Opposition to current regime


Many opposition groups have made attempts to overthrow the current Iranian regime; one group that has held long standing opposition is the Mujahedin-e Khalq Organizaiton (MEK or MKO), also synonymously called the People’s Mojahedin of Iran (PMOI).

MEK received support from Saddam Hussein and assisted Saddam in suppressing the opposition in Iraq while carrying out the internal security for Iraq.

Despite the MEK’s opposition to the current Islamic regime, the U.S. position on the MEK has been a rising dilemma. The MEK currently sits on the U.S. State Department' list of Foreign Terrorist Organizations, yet many high-level officials have emphasized the MEK’s removal from the list.

“The MEK was placed on a terrorist list as a strategy of appeasement towards Teheran,” said Torchelli, “which makes a mockery of the terrorist list itself,” he said pointing out that the Taliban and North Koreans are not on the terrorist list while the MEK, which is largely unarmed and has cooperated with the United States, is.

According to Ambassador Dailey, it is an embarrassment that the United States and the current Iranian regime appear to be “of equal mind and on the same team of retaining the PMOI on the terrorist list.”

General Shelton noted that though “the MEK is not a perfect organization, they’ve made mistakes,” but so has the United States and that “our friends, our European allies along with our great partner, England, [has] taken them off the [terrorist] list.”

“I have not found the reason that convinces me,” for keeping MEK on the terrorist list, said Pace, but added that “I also know, however, like everybody else up here, that you don’t know everything. There’s always something you don’t know.”

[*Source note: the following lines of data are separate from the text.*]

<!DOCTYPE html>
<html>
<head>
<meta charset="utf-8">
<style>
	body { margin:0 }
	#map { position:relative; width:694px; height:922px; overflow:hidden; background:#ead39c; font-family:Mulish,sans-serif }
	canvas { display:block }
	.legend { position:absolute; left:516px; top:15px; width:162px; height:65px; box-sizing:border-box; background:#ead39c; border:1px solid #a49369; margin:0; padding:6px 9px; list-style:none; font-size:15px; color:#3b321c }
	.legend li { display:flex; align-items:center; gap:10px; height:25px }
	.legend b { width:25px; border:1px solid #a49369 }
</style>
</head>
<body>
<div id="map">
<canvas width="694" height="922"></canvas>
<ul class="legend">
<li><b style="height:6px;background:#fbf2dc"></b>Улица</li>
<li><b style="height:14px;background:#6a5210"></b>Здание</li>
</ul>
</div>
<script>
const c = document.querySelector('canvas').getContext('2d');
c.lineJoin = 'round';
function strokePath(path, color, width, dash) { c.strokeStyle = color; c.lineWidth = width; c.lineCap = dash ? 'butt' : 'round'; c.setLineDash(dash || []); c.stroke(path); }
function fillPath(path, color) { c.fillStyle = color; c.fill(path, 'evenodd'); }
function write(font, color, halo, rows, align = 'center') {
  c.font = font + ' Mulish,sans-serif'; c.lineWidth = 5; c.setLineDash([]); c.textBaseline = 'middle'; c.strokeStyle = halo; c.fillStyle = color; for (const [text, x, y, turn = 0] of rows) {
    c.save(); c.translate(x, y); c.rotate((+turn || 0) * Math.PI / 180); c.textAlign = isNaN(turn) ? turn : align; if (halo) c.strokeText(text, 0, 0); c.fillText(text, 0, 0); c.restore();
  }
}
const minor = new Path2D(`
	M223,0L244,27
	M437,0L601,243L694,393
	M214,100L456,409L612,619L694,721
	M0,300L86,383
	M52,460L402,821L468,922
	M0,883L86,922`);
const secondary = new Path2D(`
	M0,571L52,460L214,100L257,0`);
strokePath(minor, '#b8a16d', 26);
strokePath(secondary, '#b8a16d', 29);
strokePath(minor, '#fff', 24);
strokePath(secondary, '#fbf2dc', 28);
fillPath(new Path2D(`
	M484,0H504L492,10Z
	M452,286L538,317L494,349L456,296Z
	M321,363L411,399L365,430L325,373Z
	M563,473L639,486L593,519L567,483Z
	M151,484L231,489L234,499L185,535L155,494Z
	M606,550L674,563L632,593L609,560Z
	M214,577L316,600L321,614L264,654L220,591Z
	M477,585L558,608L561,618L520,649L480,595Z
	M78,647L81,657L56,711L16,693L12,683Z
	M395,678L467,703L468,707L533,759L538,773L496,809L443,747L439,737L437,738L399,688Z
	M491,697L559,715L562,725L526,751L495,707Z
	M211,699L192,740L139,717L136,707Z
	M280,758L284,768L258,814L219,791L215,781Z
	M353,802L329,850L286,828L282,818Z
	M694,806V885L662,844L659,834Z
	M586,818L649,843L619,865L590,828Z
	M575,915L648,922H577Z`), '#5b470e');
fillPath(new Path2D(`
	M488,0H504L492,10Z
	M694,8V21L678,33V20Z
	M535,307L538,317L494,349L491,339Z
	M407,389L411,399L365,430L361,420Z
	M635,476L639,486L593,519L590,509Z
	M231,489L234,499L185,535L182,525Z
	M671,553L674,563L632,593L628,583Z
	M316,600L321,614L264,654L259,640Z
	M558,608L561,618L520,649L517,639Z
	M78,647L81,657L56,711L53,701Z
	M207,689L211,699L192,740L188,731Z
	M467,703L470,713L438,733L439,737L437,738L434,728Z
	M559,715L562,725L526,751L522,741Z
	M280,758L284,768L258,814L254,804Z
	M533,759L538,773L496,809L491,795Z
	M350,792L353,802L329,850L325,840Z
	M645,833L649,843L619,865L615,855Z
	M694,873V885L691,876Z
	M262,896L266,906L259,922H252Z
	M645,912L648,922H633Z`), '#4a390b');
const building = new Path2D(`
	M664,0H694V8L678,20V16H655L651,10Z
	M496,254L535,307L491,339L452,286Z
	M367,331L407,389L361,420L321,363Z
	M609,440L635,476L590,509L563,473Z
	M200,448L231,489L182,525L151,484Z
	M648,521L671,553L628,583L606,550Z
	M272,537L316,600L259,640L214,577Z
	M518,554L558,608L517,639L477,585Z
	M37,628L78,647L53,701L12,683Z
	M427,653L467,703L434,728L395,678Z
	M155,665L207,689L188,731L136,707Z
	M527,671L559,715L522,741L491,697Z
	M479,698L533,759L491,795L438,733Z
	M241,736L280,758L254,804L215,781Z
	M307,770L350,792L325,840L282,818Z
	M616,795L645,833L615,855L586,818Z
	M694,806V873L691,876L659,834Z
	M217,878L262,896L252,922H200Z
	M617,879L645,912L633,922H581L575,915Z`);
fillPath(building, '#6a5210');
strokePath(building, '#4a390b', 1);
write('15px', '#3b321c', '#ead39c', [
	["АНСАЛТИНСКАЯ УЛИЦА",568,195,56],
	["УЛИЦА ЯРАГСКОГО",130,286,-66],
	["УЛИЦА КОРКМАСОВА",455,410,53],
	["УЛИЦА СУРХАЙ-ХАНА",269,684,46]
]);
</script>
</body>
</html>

“We must support those people in Iran who seek freedom and democracy and respect for human rights,” said Lee Hamilton, adding that the best way to move forward in its relationship with Iran is for the United States to support the opposition. Among those ways, he listed “cash,” helping the opposition acquire the latest technology for “getting the word out throughout the country,” and that “we should never let up on our support for human rights.”